Reading Furore

What a morning! Today saw the first of this year’s Sats tests and to be honest, I wasn’t that worried. My pupils have made great progress with reading this year. Their enthusiasm and interest has grown and their understanding and ability to infer from a text has really developed. We have done the sample paper and not done too badly and done lots of other similar types of questions over the past few months.

My feeling of general optimism lasted for about 10 minutes after the test began. The texts looked all right, not too densely printed so that the pupils weren’t put off by huge amounts to read but then I began to look at the answer booklet.

How on earth can anyone seriously think that was a valid test of an entire cohort of Year 6 pupils? Many of the questions were pitched at a level well above the understanding of an average child and the language being tested was unrealistic. There seemed to be a lot less single mark questions that could be answered fairly straightforwardly too.
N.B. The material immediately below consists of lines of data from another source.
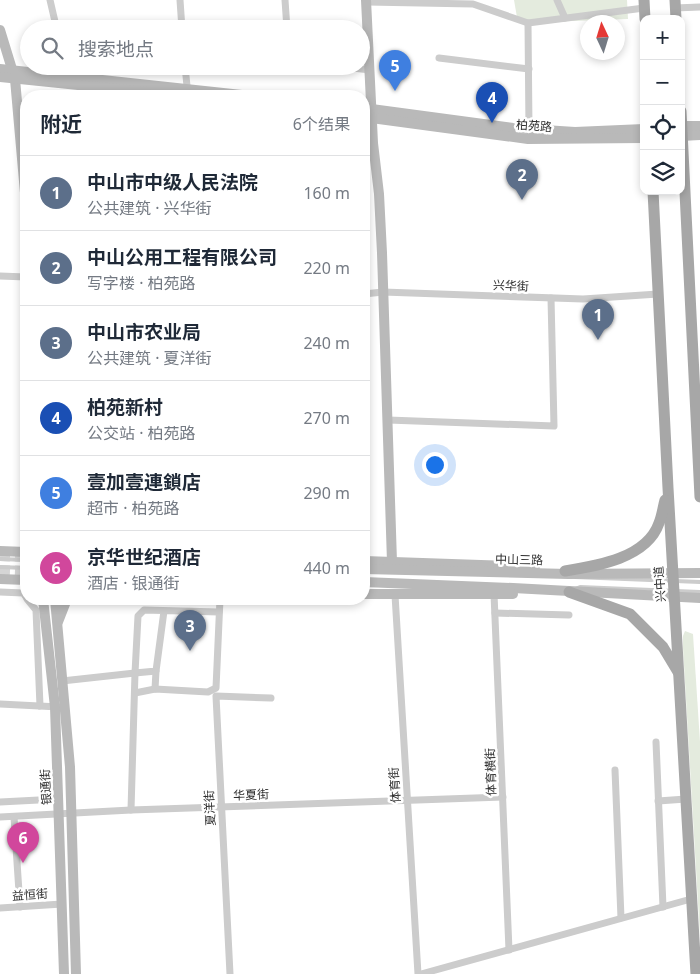 <!DOCTYPE html>
<html lang="zh">
<head>
<meta charset="utf-8">
<style>
  body { margin:0; font-family:"Noto Sans","Noto Sans SC",sans-serif; background:#f6f6f7; color:#1f2937 }
  .controls { position:absolute; right:15px; top:15px; display:grid; overflow:hidden; border-radius:10px; box-shadow:0 2px 8px #0003 }
  .controls button { width:45px; height:45px; display:grid; place-items:center; padding:0; border:0; border-bottom:1px solid #e0e1e3; background:#fff; color:#1f2937; font:25px sans-serif }
  .compass { position:absolute; left:580px; top:15px; width:45px; height:45px; border-radius:50%; background:#fff; box-shadow:0 2px 8px #0003; rotate:356deg }
  .you { position:absolute; left:434px; top:464px; width:18px; height:18px; margin:-12px; border:4px solid #fff; border-radius:50%; background:#1a73e8; box-shadow:0 0 0 8px #1a73e833 }
  .badge { display:grid; place-items:center; width:32px; height:32px; border-radius:50%; background:#d64040; color:#fff; font-size:16px; font-weight:700 }
  .pin { position:absolute; translate:-50% -41px; filter:drop-shadow(0 1px 2px #0008) }
  .pin::after { content:''; position:absolute; top:26px; width:18px; height:15px; background:inherit; clip-path:polygon(0 0,100% 0,50% 100%) }
  .list { margin:0; padding:0; list-style:none }
  h2 { display:flex; justify-content:space-between; align-items:center; height:65px; margin:0; padding:0 20px; font-size:21px }
  h2 small { font-size:16px; font-weight:400; color:#747a83 }
  .list li { display:grid; grid-template-columns:32px 1fr auto; gap:15px; align-items:center; box-sizing:border-box; height:75px; padding:0 20px; border-top:1px solid #e0e1e3 }
  .list b { display:block; font-size:19px; white-space:nowrap }
  .list p { margin:0; font-size:16px; white-space:nowrap; color:#747a83 }
  .list em { font-size:16px; font-style:normal; color:#747a83 }
  .icon { flex:none; width:28px; height:28px; fill:none; stroke:currentColor; stroke-width:2; stroke-linecap:round; stroke-linejoin:round }
  .map { position:relative; flex:none; width:700px; height:974px; overflow:hidden }
  .search { position:absolute; background:#fff; box-shadow:0 2px 8px #0003; left:20px; top:20px; width:350px; height:55px; display:flex; align-items:center; gap:12px; box-sizing:border-box; padding:0 18px; border-radius:28px; color:#747a83; font-size:19px }
  .panel { position:absolute; background:#fff; box-shadow:0 2px 8px #0003; left:20px; top:90px; width:350px; height:515px; border-radius:20px }
  .map>svg:first-child { display:block }
  .green { fill:#e4ebde }
  .lines { fill:none; stroke-linecap:round; stroke-linejoin:round }
  .secondary-tunnel { stroke:#d5d5d5; stroke-width:10; stroke-dasharray:10 5; stroke-linecap:butt }
  .lane { stroke:#ccc; stroke-width:4 }
  .street { stroke:#ccc; stroke-width:7 }
  .secondary { stroke:#b9b9b9; stroke-width:10 }
  .primary { stroke:#a7a7a7; stroke-width:11 }
  .labels { text-anchor:middle; stroke-width:5; stroke-linejoin:round; paint-order:stroke }
  .street-label { font-size:12px; fill:#2f2f2f; stroke:#fff }
</style>
</head>
<body>
<div class="map">
<svg width="700" height="974" viewBox="0 0 700 974">
  <rect width="100%" height="100%" fill="#fff"/>
  <g class="green">
    <polygon points="514,0 627,0 628,19 518,23"/>
    <polygon points="685,631 693,634 700,742 700,937 683,648 683,636"/>
  </g>
  <g class="lines">
    <g class="secondary-tunnel">
      <polyline points="0,556 26,557"/>
      <polyline points="0,570 26,571"/>
    </g>
    <g class="lane">
      <polyline points="0,559 26,560"/>
      <polyline points="0,567 26,568"/>
      <polyline points="575,577 700,582"/>
      <polyline points="575,589 580,587 700,592"/>
    </g>
    <g class="street">
      <polyline points="50,0 56,26 59,29"/>
      <polyline points="180,0 182,29"/>
      <polyline points="285,0 287,29"/>
      <polyline points="557,0 565,18"/>
      <polyline points="367,2 473,4 528,23 644,8"/>
      <polyline points="675,8 700,7"/>
      <polyline points="528,23 529,129"/>
      <polyline points="439,58 529,69"/>
      <polyline points="185,66 188,96"/>
      <polyline points="336,66 370,70"/>
      <polyline points="0,276 26,277"/>
      <polyline points="364,294 383,292 583,299 658,294"/>
      <polyline points="388,420 554,426 551,298"/>
      <polyline points="0,592 23,593 26,597"/>
      <polyline points="494,594 509,950"/>
      <polyline points="395,595 418,974"/>
      <polyline points="27,599 36,610 40,706"/>
      <polyline points="164,611 156,671 135,673 138,616 144,610 219,612"/>
      <polyline points="495,613 569,615"/>
      <polyline points="62,681 135,673 131,810"/>
      <polyline points="155,689 156,671"/>
      <polyline points="135,693 155,689 208,692 216,688 220,599"/>
      <polyline points="0,704 59,707"/>
      <polyline points="656,742 663,907"/>
      <polyline points="615,770 621,918"/>
      <polyline points="658,801 686,799"/>
      <polyline points="0,802 58,799"/>
      <polyline points="0,817 131,810 503,797"/>
      <polyline points="14,817 20,907"/>
      <polyline points="0,908 62,904"/>
      <polyline points="230,974 216,696 271,698"/>
      <polyline points="421,974 691,899"/>
    </g>
    <g class="secondary">
      <polyline points="366,0 373,143 379,194 382,253 392,562"/>
      <polyline points="0,30 15,79 26,204"/>
      <polyline points="0,69 251,96"/>
      <polyline points="0,77 146,92"/>
      <polyline points="364,108 513,128 575,132 644,129"/>
      <polyline points="364,117 528,139 644,138"/>
      <polyline points="681,126 700,126"/>
      <polyline points="681,136 700,135"/>
      <polyline points="26,295 26,301"/>
      <polyline points="0,551 26,552"/>
      <polyline points="364,561 535,567"/>
      <polyline points="364,569 568,574 700,573"/>
      <polyline points="0,579 26,580"/>
      <polyline points="364,582 513,588 700,598"/>
      <polyline points="364,594 513,594"/>
      <polyline points="43,599 55,707 64,974"/>
      <polyline points="55,599 70,767 76,974"/>
      <polyline points="58,622 67,599"/>
    </g>
    <g class="primary">
      <polyline points="644,0 645,19"/>
      <polyline points="675,0 676,19"/>
      <polyline points="681,111 700,497"/>
      <polyline points="653,191 668,488 696,974"/>
      <path d="M565 571C597 566 647 558 659 523 662 516 663 507 665 500"/>
      <polyline points="569,592 630,614 663,647 678,672"/>
    </g>
  </g>
  <g class="labels">
    <g class="street-label">
      <text transform="translate(534 126) rotate(4)" y="4">柏苑路</text>
      <text transform="translate(511 286) rotate(2)" y="4">兴华街</text>
      <text transform="translate(519 560) rotate(1)" y="4">中山三路</text>
      <text transform="translate(660 584) rotate(-94)" y="4">兴中道</text>
      <text transform="translate(491 772) rotate(-92)" y="4">体育横街</text>
      <text transform="translate(395 785) rotate(-94)" y="4">体育街</text>
      <text transform="translate(46 787) rotate(-93)" y="4">银通街</text>
      <text transform="translate(251 795) rotate(-2)" y="4">华夏街</text>
      <text transform="translate(210 808) rotate(-93)" y="4">夏洋街</text>
      <text transform="translate(30 895) rotate(-4)" y="4">益恒街</text>
    </g>
  </g>
</svg>
<div class="controls">
<button>+</button>
<button>−</button>
<button><svg class="icon" aria-label="locate" viewBox="0 0 24 24"><circle cx="12" cy="12" r="6"/><path d="M12 2v4M12 18v4M2 12h4M18 12h4"/></svg></button>
<button><svg class="icon" aria-label="layers" viewBox="0 0 24 24"><path d="M12 4l9 5-9 5-9-5zM3 14l9 5 9-5"/></svg></button>
</div>
<svg class="compass" viewBox="-18 -18 36 36"><path d="M0-13l5 13h-10z" fill="#e53935"/><path d="M0 13l5-13h-10z" fill="#747a83"/></svg>
<div class="you"></div>
<div class="pin badge" style="left:598px;top:340px;background:#5c6f8a">1</div>
<div class="pin badge" style="left:522px;top:200px;background:#5c6f8a">2</div>
<div class="pin badge" style="left:190px;top:651px;background:#5c6f8a">3</div>
<div class="pin badge" style="left:492px;top:123px;background:#1a4fb4">4</div>
<div class="pin badge" style="left:395px;top:91px;background:#3f7fe0">5</div>
<div class="pin badge" style="left:23px;top:863px;background:#d1479c">6</div>
<div class="search"><svg class="icon" aria-label="search" viewBox="0 0 24 24"><circle cx="10" cy="10" r="6"/><path d="M15 15l6 6"/></svg>搜索地点</div>
<section class="panel">
<h2>附近<small>6个结果</small></h2>
<ul class="list">
<li><span class="badge" style="background:#5c6f8a">1</span><div><b>中山市中级人民法院</b><p>公共建筑 · 兴华街</p></div><em>160 m</em></li>
<li><span class="badge" style="background:#5c6f8a">2</span><div><b>中山公用工程有限公司</b><p>写字楼 · 柏苑路</p></div><em>220 m</em></li>
<li><span class="badge" style="background:#5c6f8a">3</span><div><b>中山市农业局</b><p>公共建筑 · 夏洋街</p></div><em>240 m</em></li>
<li><span class="badge" style="background:#1a4fb4">4</span><div><b>柏苑新村</b><p>公交站 · 柏苑路</p></div><em>270 m</em></li>
<li><span class="badge" style="background:#3f7fe0">5</span><div><b>壹加壹連鎖店</b><p>超市 · 柏苑路</p></div><em>290 m</em></li>
<li><span class="badge" style="background:#d1479c">6</span><div><b>京华世纪酒店</b><p>酒店 · 银通街</p></div><em>440 m</em></li>
</ul>
</section>
</div>
</body>
</html>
What really annoys me though is the damage that the government have done to my children’s feelings about reading. All year, I have encouraged them to read and introduced them to texts that they enjoy. I have worked hard to get them to view reading as something enjoyable that they are all good at.

That has been totally destroyed for many of my children this morning. Reading will now become something that they have failed at and the memory of their struggle and upset will overshadow the pleasure that they found earlier during this year.

Nicky Morgan and Nick Gibb should be ashamed of themselves for presiding over such an unsuitable test for assessing the reading ability of 10 and 11 year olds. There has to be a better way and it needs to be found before next May.